You will need to work with your lender to determine if you qualify for an additional draw. If you returned all or part of your first PPP loan you can apply for an amount equal to the difference between the amount retained and the maximum amount applicable. If you did not initially accept the maximum amount available, you can request a modification to the loan request so that you can borrow the full amount.
If you are in a partnership that applied based on the partnership’s employees but did not include any partner compensation or seasonal business which would increase the qualifying amount, the partnership can increase the total draw amount for the first PPP loan. Like other business types, the total increase will be difference between the original loan draw and what the maximum availability would be if partner compensation were included.

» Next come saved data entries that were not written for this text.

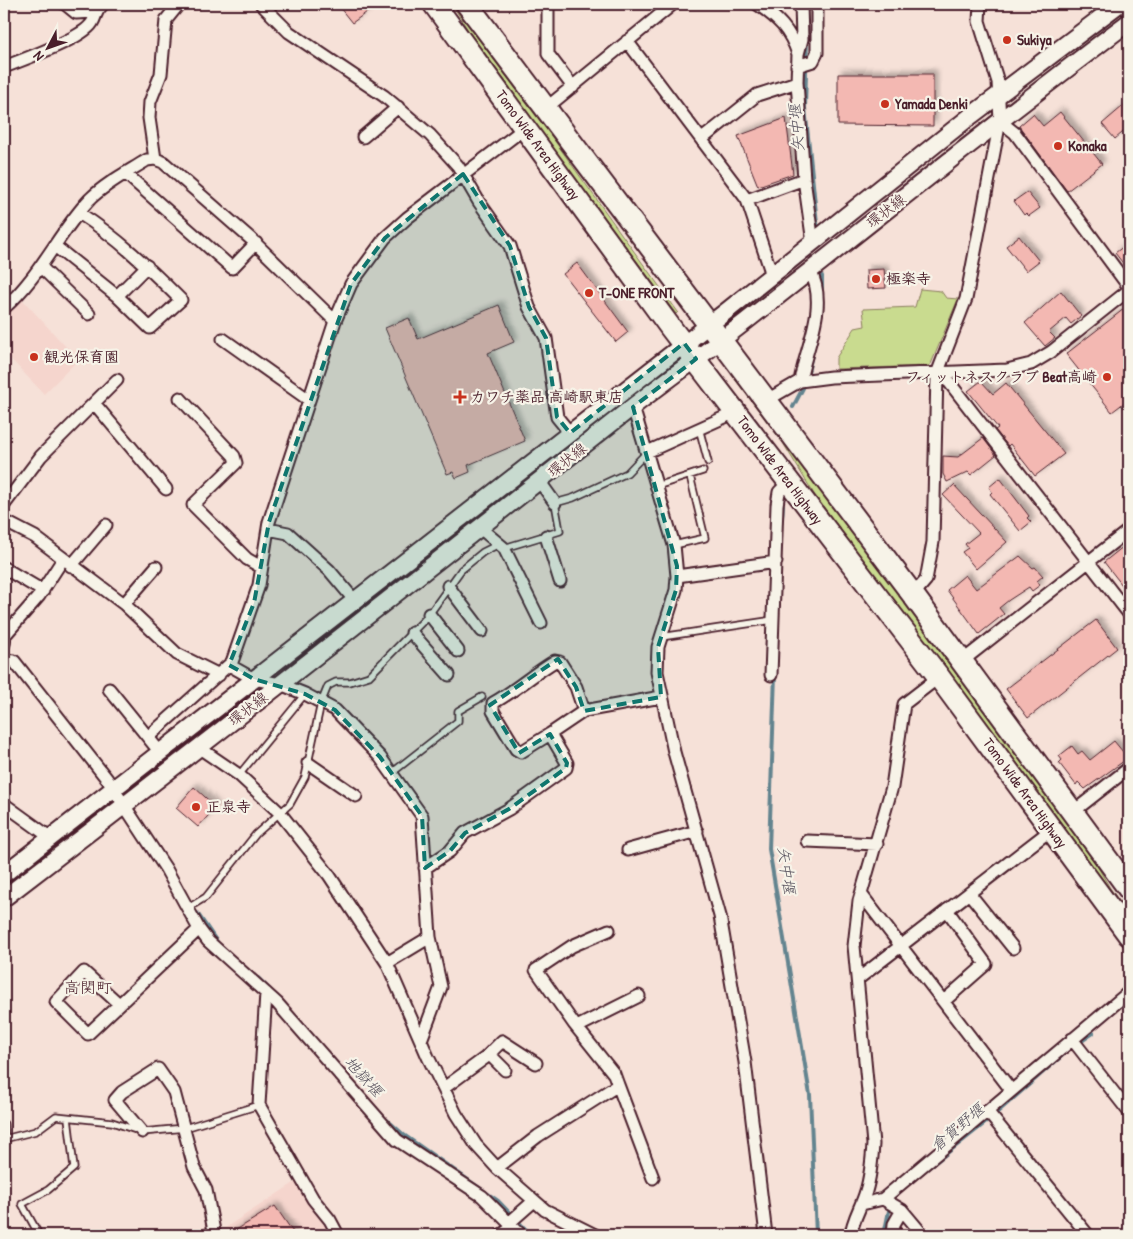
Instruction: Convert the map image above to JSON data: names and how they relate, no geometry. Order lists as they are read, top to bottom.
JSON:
{
  "streets": {
    "highway": ["Tomo Wide Area Highway"],
    "street": ["環状線"]
  },
  "crossings": [
    ["Tomo Wide Area Highway", "環状線"]
  ],
  "districts": ["高関町"],
  "water": ["矢中堰", "地獄堰", "倉賀野堰"],
  "places": {
    "other": [
      "Sukiya",
      "Yamada Denki",
      "Konaka",
      "極楽寺",
      "T-ONE FRONT",
      "観光保育園",
      "フィットネスクラブ Beat高崎",
      "正泉寺"
    ],
    "health": ["カワチ薬品 高崎駅東店"]
  },
  "north": "bottom left"
}
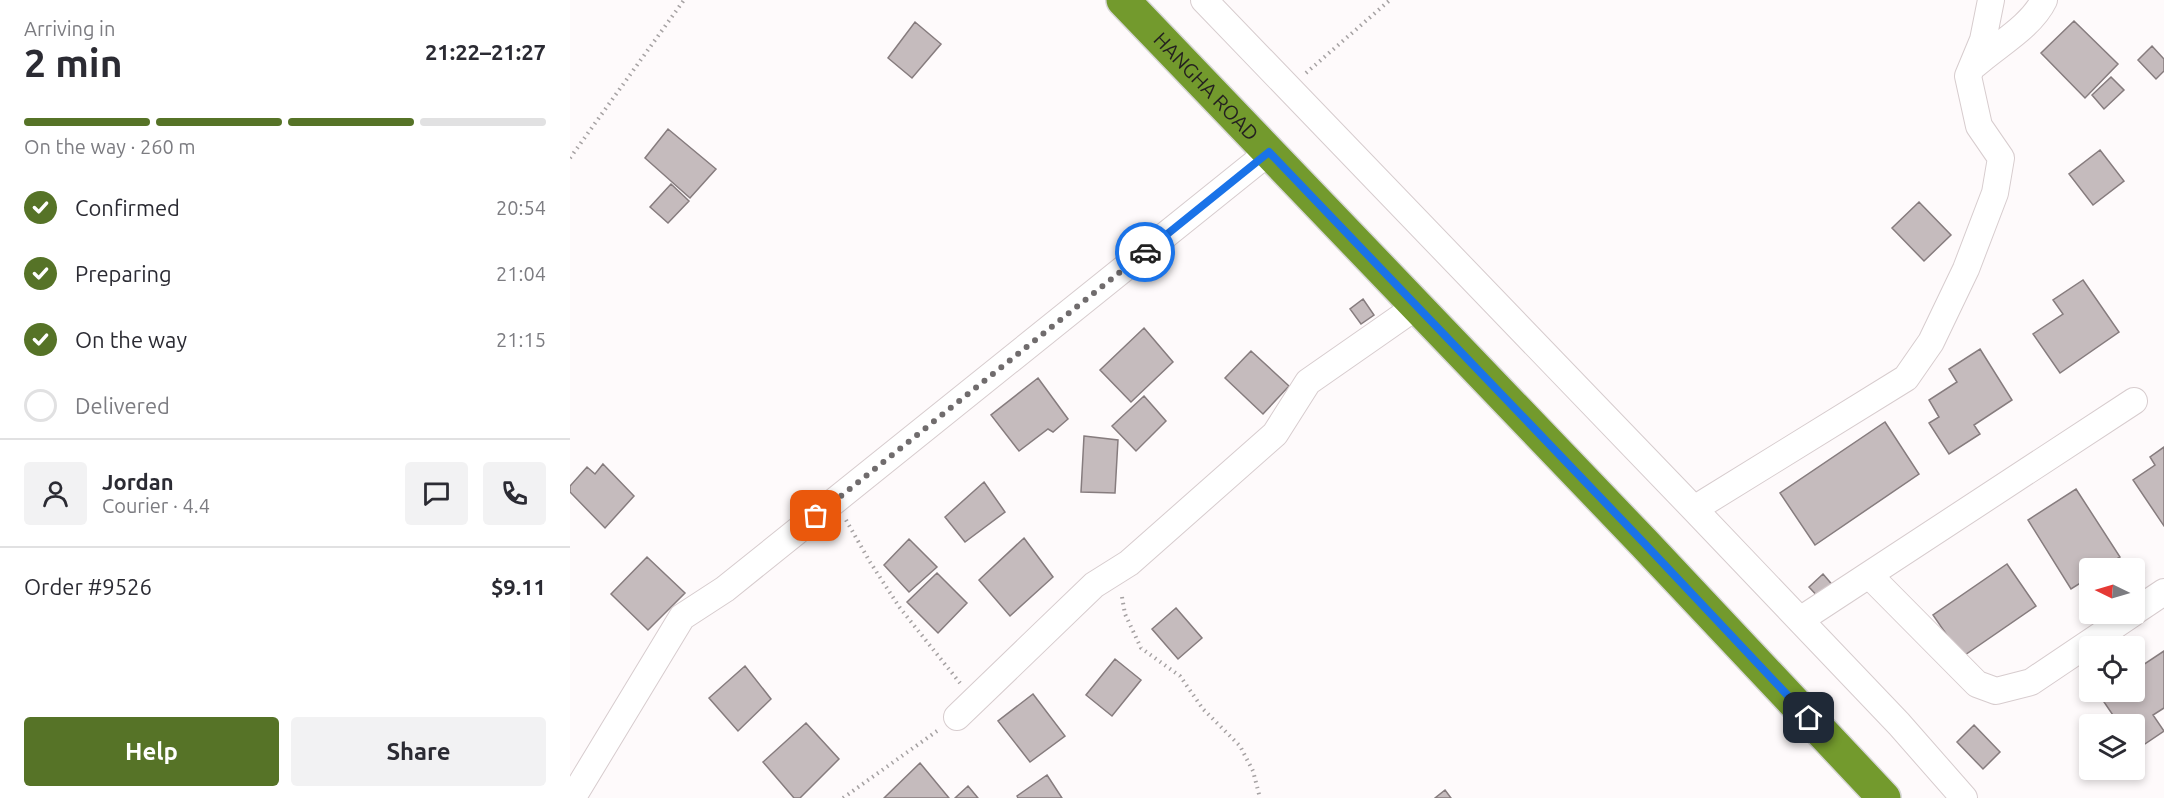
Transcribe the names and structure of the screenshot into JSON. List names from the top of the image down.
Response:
{
  "streets": {
    "highway": ["HANGHA ROAD"]
  },
  "north": "left",
  "page": {
    "heading": ["2 min", "Arriving in", "21:22–21:27"],
    "panel": [
      "Jordan",
      "Courier · 4.4",
      "Order #9526",
      "$9.11"
    ],
    "bar": "On the way · 260 m",
    "list": [
      ["Confirmed", "20:54"],
      ["Preparing", "21:04"],
      ["On the way", "21:15"],
      "Delivered"
    ],
    "buttons": ["Help", "Share"]
  }
}
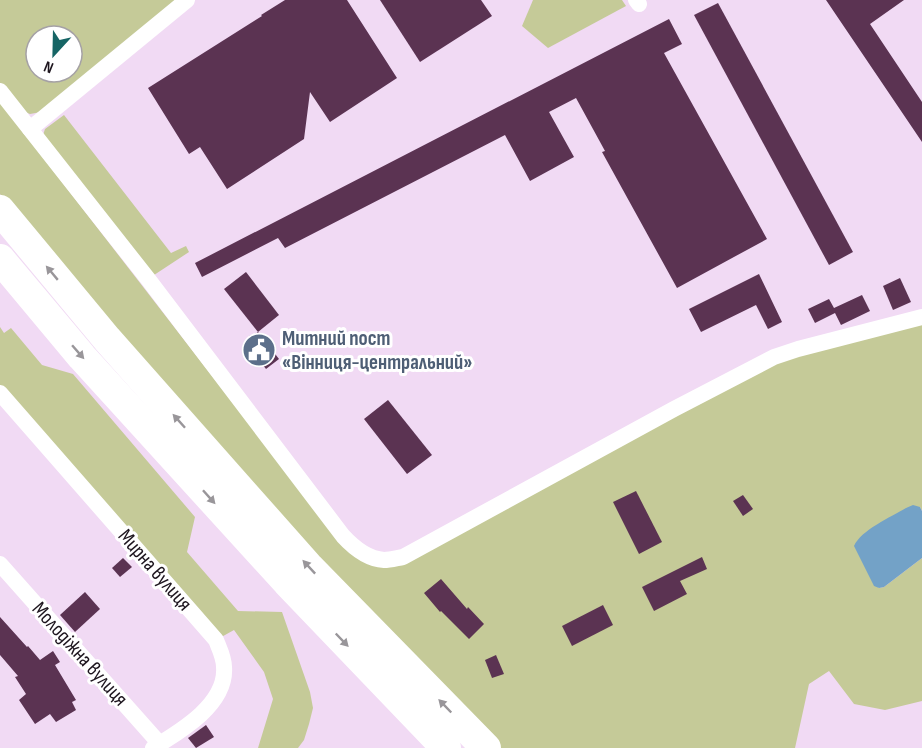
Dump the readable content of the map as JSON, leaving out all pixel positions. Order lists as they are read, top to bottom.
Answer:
{
  "streets": {
    "street": ["Мирна вулиця", "Молодіжна вулиця"]
  },
  "crossings": [
    ["Мирна вулиця", "Молодіжна вулиця"]
  ],
  "places": {
    "public building": ["Митний пост «Вінниця-центральний»"]
  },
  "north": "bottom"
}
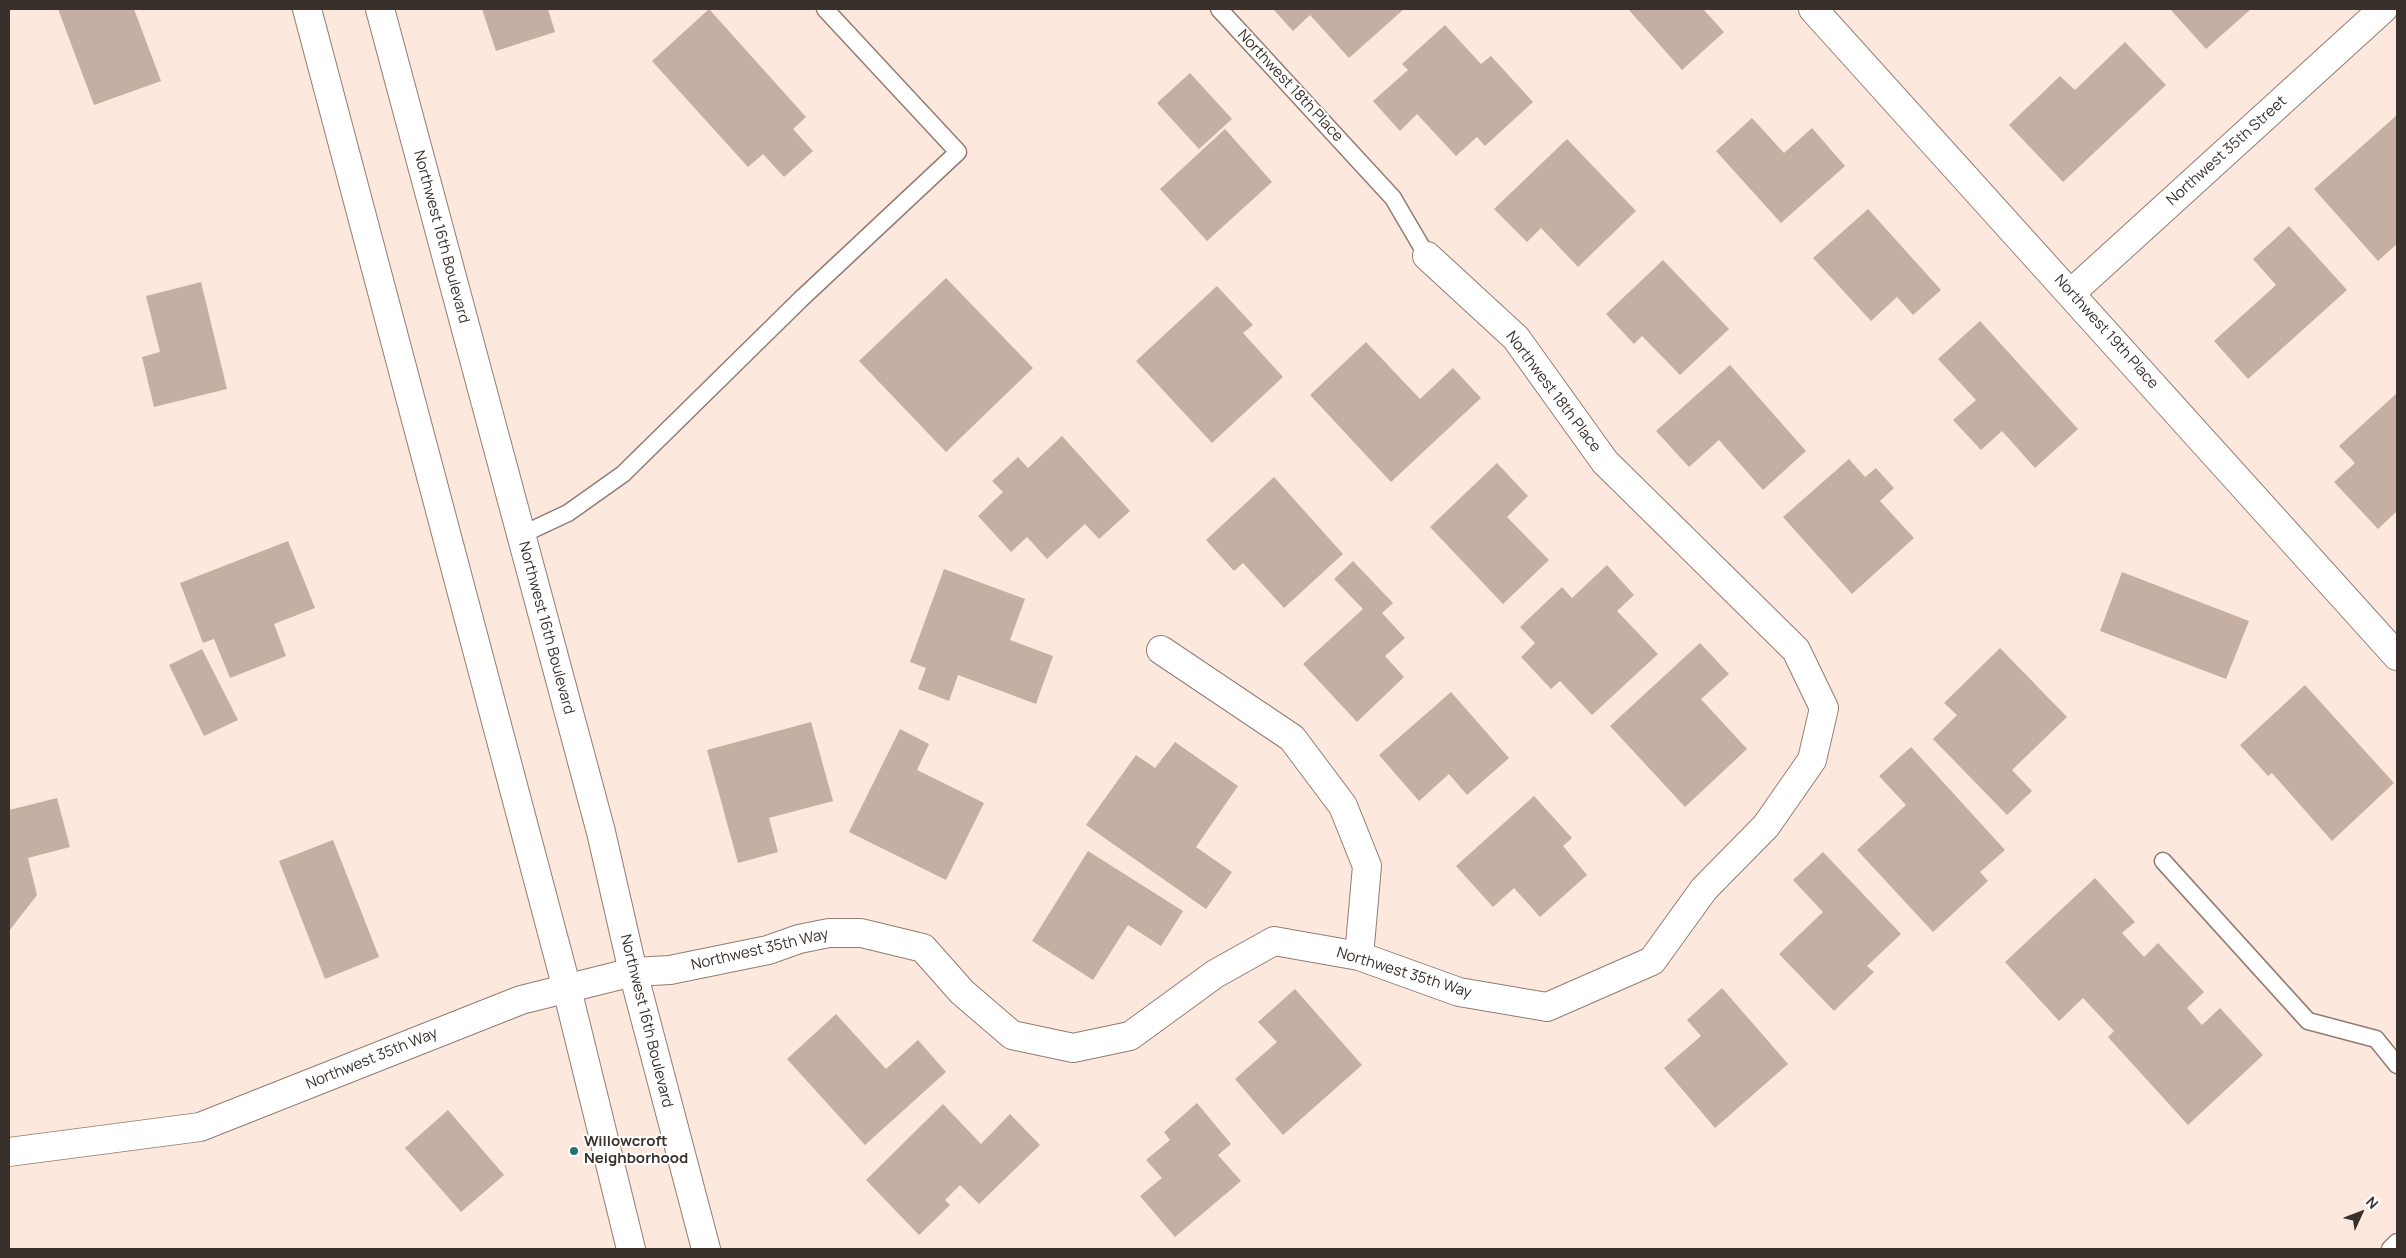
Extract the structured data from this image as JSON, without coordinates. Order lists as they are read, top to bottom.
{
  "streets": {
    "street": [
      "Northwest 18th Place",
      "Northwest 35th Street",
      "Northwest 16th Boulevard",
      "Northwest 19th Place",
      "Northwest 35th Way"
    ]
  },
  "crossings": [
    ["Northwest 18th Place", "Northwest 35th Way"],
    ["Northwest 35th Street", "Northwest 19th Place"],
    ["Northwest 16th Boulevard", "Northwest 35th Way"]
  ],
  "places": ["Willowcroft Neighborhood"],
  "north": "top right"
}
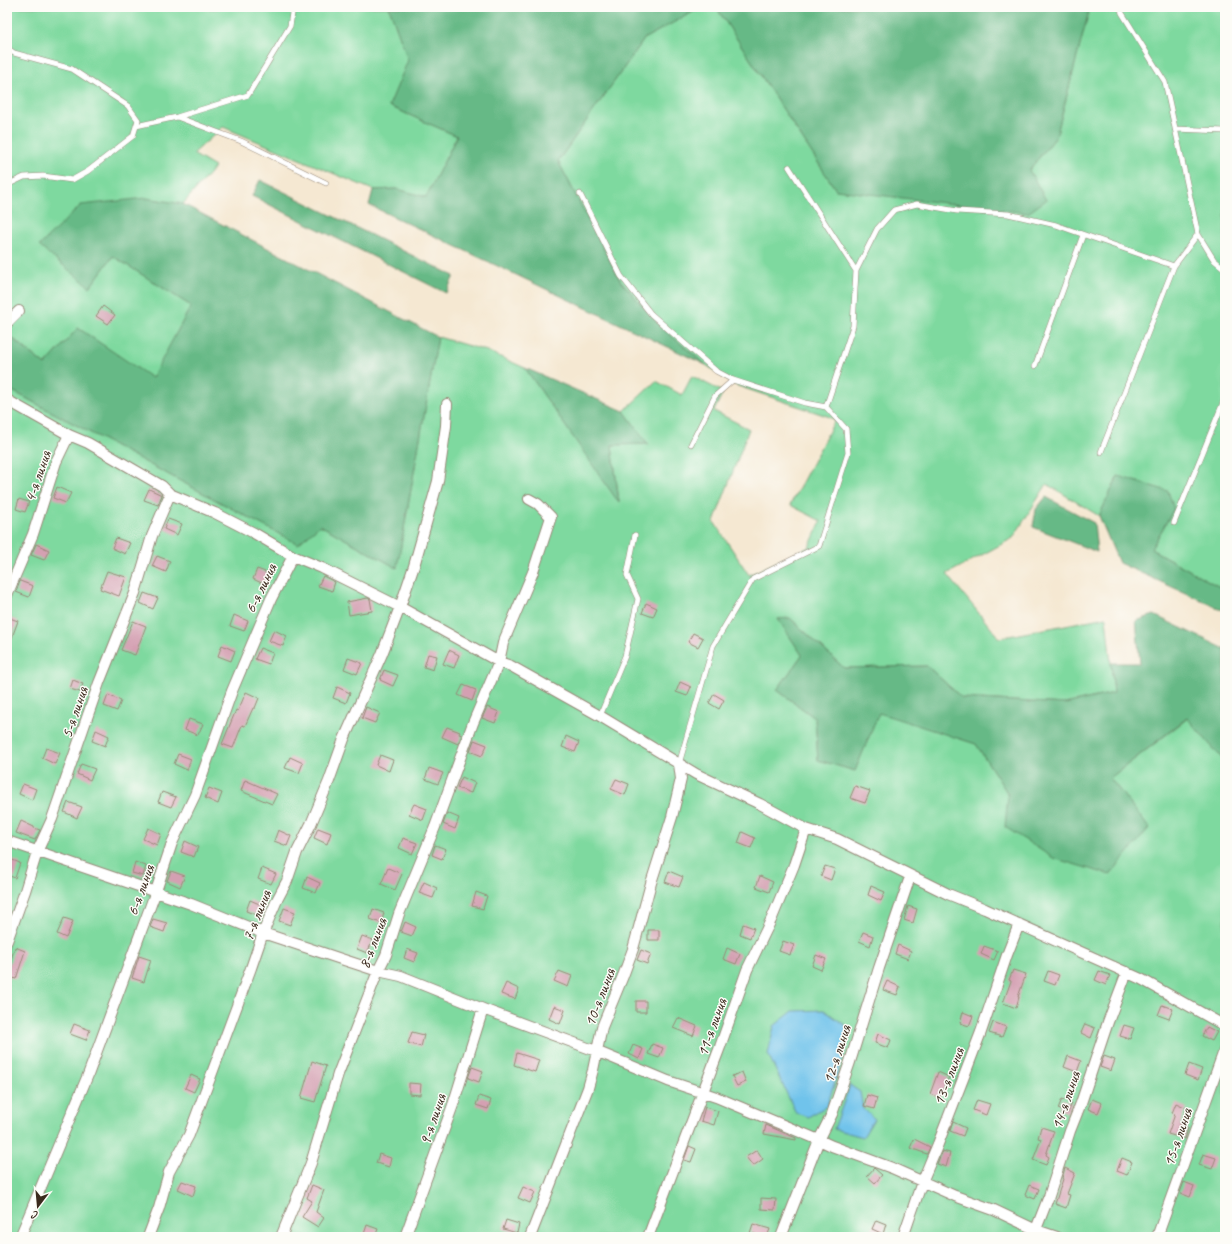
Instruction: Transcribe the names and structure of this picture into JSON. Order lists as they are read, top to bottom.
{
  "streets": {
    "street": [
      "4-я линия",
      "6-я линия",
      "5-я линия",
      "7-я линия",
      "8-я линия",
      "10-я линия",
      "11-я линия",
      "12-я линия",
      "13-я линия",
      "14-я линия",
      "9-я линия",
      "15-я линия"
    ]
  },
  "north": "bottom"
}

Paycheck Protection Program loan forgiveness
Both the first and second round of PPP loans are eligible for forgiveness. The loans are entirely forgiven if they are spent for expenses they were designed to cover – primarily payroll. Both rounds require you to submit the forgiveness request to the lender who provided you with the PPP funds.
There are three forgiveness applications: Form 3508, Form 3508EZ, and Form 3508S. Form 3508 is the standard document used to request loan forgiveness and requires the most calculations. Which form to use is primarily determined by how much you borrowed and whether employee salaries or the number of employees was reduced.
Form 3508EZ is used if you are self-employed or have employees but did not reduce their wages by 25%, did not reduce your employee count, and did not cut their hours. Form 3508S can only be used if you took out a loan of $150,000 or less.
Will you receive a 1099-C for cancelation of debt income if your PPP lLoan is forgiven?
Typically, when any form of debt over $600 is forgiven, the debt holder files a 1099-C. From the perspective of a taxpayer, the amount of debt forgiven is considered income. The IRS refers to it as Cancelation of Debt Income. You report any amounts forgiven as income when you file your annual income taxes unless you qualify for an exclusion or exception. Common exclusions include debt canceled due to bankruptcy and debt canceled due to insolvency.
Lenders are not filing Form 1099-C for forgiven PPP loans
IRS notified lenders in September 2020 that they should not do tax filings for cancelation of debt information or provide the payee statements when reporting the amount of PPP loans forgiven. The IRS has stated this is being done solely to reduce the risk of confusion on the part of borrowers. It also eliminates the risk of taxpayers receiving IRS Letter CP2000 (Under-reporter Notices) which are used when the information the IRS receives from lenders/employers does not match the amount of income a taxpayer claims on their tax returns.